The Etiology of Sepsis in Uganda

Amesh A. Adalja, MD, FACP, FACEP, FIDSA, June 5, 2018

It is often the case in sepsis—the life-threatening dysregulated immune response to infection—that no inciting cause is found using traditional diagnostic testing. Even when a diagnosis is made, it is often delayed because of the time it takes for traditional microbiological techniques to yield a diagnosis. This time delay is critical, as time to effective antimicrobial therapy is a major factor in outcome. In addition to making treatment decisions extremely difficult, failing to promptly identify what is causing a possibly fatal infectious disease deprives epidemiologists of potentially crucial information. The scenario of sepsis whose etiology is unknown occurs in both resource-rich and resource-poor locations. A new study published in Clinical Infectious Diseases used sophisticated and comprehensive diagnostic technology and details causes of sepsis in Uganda.

43 Target PCR Used

The diagnostic test used by Moore and colleagues was a 43 target PCR array card that tests for various bacteria, viruses, fungi, and protozoa. A convenience sample of preserved blood specimens from 336 adult patients enrolled in a prior sepsis study conducted during 2008-09 was used. Cryptococcal antigen testing was also performed on some of the specimens.
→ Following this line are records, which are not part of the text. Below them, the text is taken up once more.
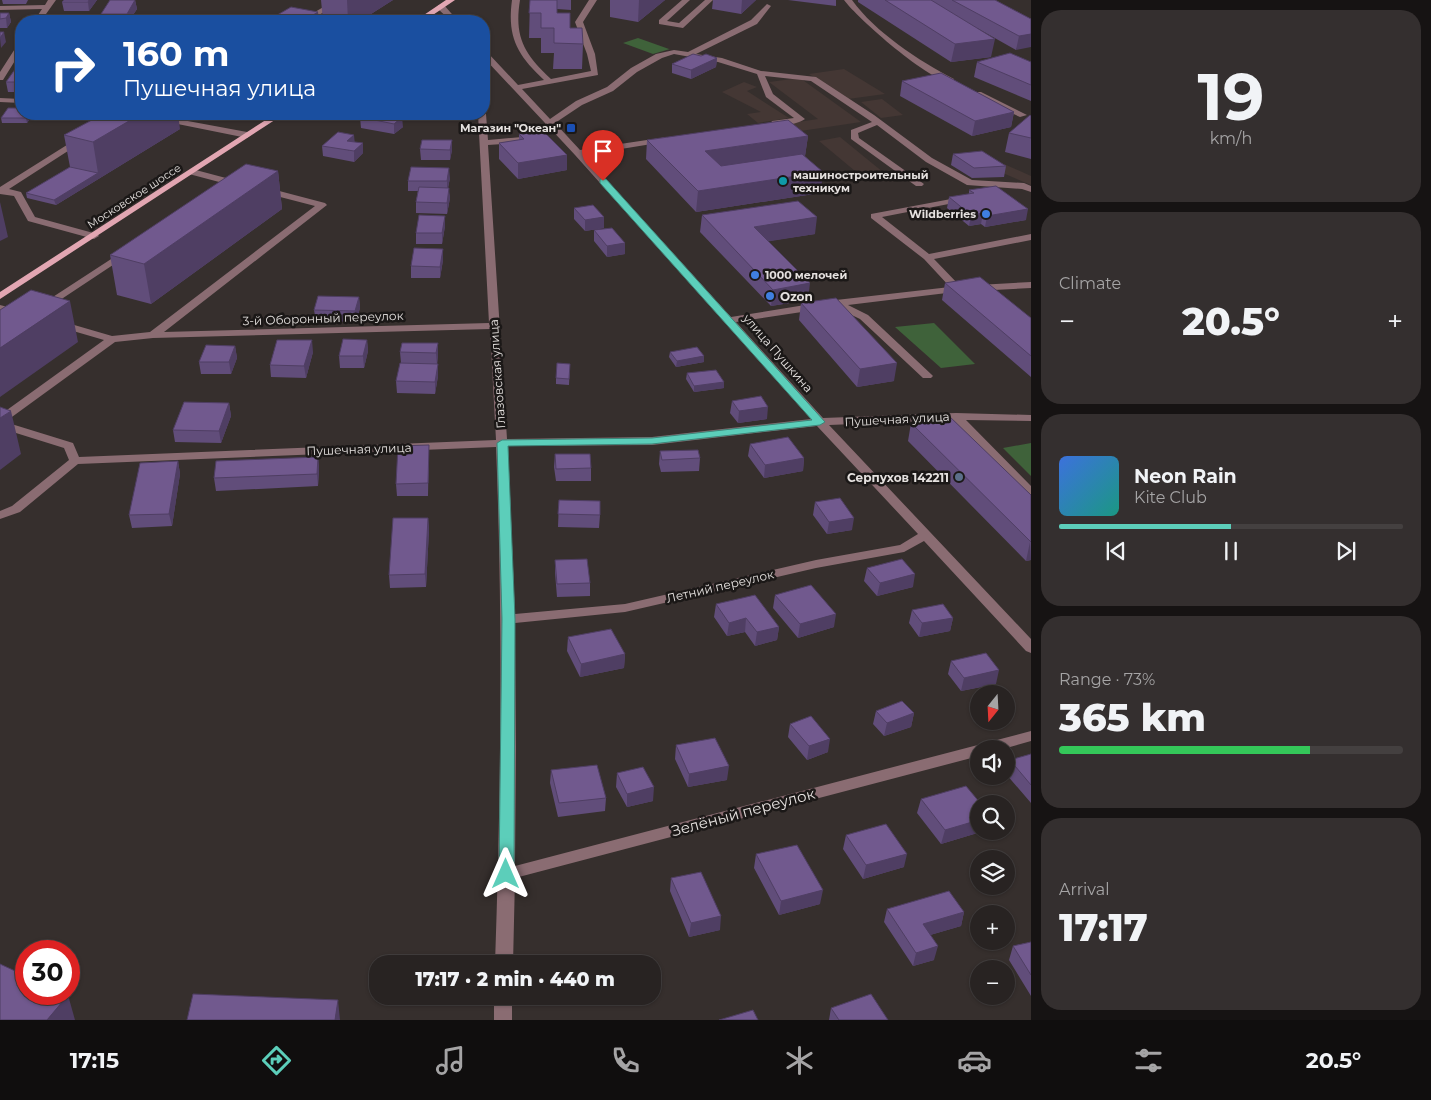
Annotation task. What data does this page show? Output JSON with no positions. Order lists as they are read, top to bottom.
{
  "streets": {
    "main road": ["Московское шоссе"],
    "street": [
      "3-й Оборонный переулок",
      "улица Пушкина",
      "Глазовская улица",
      "Пушечная улица",
      "Летний переулок",
      "Зелёный переулок"
    ]
  },
  "crossings": [
    ["3-й Оборонный переулок", "Глазовская улица"],
    ["улица Пушкина", "Пушечная улица"],
    ["улица Пушкина", "Летний переулок"],
    ["Глазовская улица", "Пушечная улица"],
    ["Глазовская улица", "Летний переулок"],
    ["Глазовская улица", "Зелёный переулок"]
  ],
  "places": {
    "transit": ["Магазин \"Океан\""],
    "other": [
      "машиностроительный техникум",
      "Wildberries",
      "1000 мелочей",
      "Ozon",
      "Серпухов 142211"
    ]
  },
  "north": "bottom",
  "page": {
    "tile": [
      ["19", "km/h"],
      "Climate",
      ["Range · 73%", "365 km"],
      ["Arrival", "17:17"]
    ],
    "turn": ["160 m", "Пушечная улица"],
    "heat": ["−", "20.5°", "+"],
    "song": ["Neon Rain", "Kite Club"],
    "map_buttons": ["+", "−"],
    "limit": "30",
    "trip": "17:17 · 2 min · 440 m",
    "tabs": ["17:15", "20.5°"]
  }
}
HIV Common in Subjects; CMV Viremia Most Commonly Identified

The median age of study subjects was 34 years, and the in-hospital mortality rate was 27% in the sample. HIV infection was present in the majority of patients (84%).

A target microorganism was detected in 72% of samples. The most common microbes identified were cytomegalovirus (41%), Mycobacterium tuberculosis (21%), malaria (10%), and pneumococcus (9%). Other identified etiologies included hepatitis E, dengue, leptospirosis, cryptococcosis, brucellosis, and Q fever.

Mortality was associated with CMV viremia and M. tuberculosis bacteremia, with higher mortality rates correlated with the quantitative burden of infection.

Sensitivity of the PCR assay was compared to standard culture and was 61%, perhaps reflecting the fact that less than 2 milliliters of blood per sample could be used for this study.

Specific Diagnosis Should Be Standard of Care

While this paper’s generalizability is highly skewed, given the presence of HIV infection in the vast majority of study subjects as well as the significance of CMV viremia in the critically ill (40% of viremic patients had bacterial co-infection), it provides important evidence for the feasibility and yield of such sophisticated testing. It is also significant that, even using such tools as were employed in this study, 28% were still left without a diagnosis, which argues for using even more broadly targeted testing to achieve full capture. Such diagnostic products are increasingly becoming commercially available.

Understanding which infections are making people critically ill is an essential task that not only improves patient outcomes, antimicrobial stewardship activities, and infection control procedures but also provides crucial information that can inform pandemic preparedness and outbreak response. This activity will yield valuable information in any setting in which it is deployed and should increasingly become part of routine clinical care.



Moore CC, Jacob ST, Banura P, et al. Etiology of sepsis in Uganda using a quantitative PCR-based TaqMan Array Card. Clin Infect Dis 2018. Accessed June 4, 2018.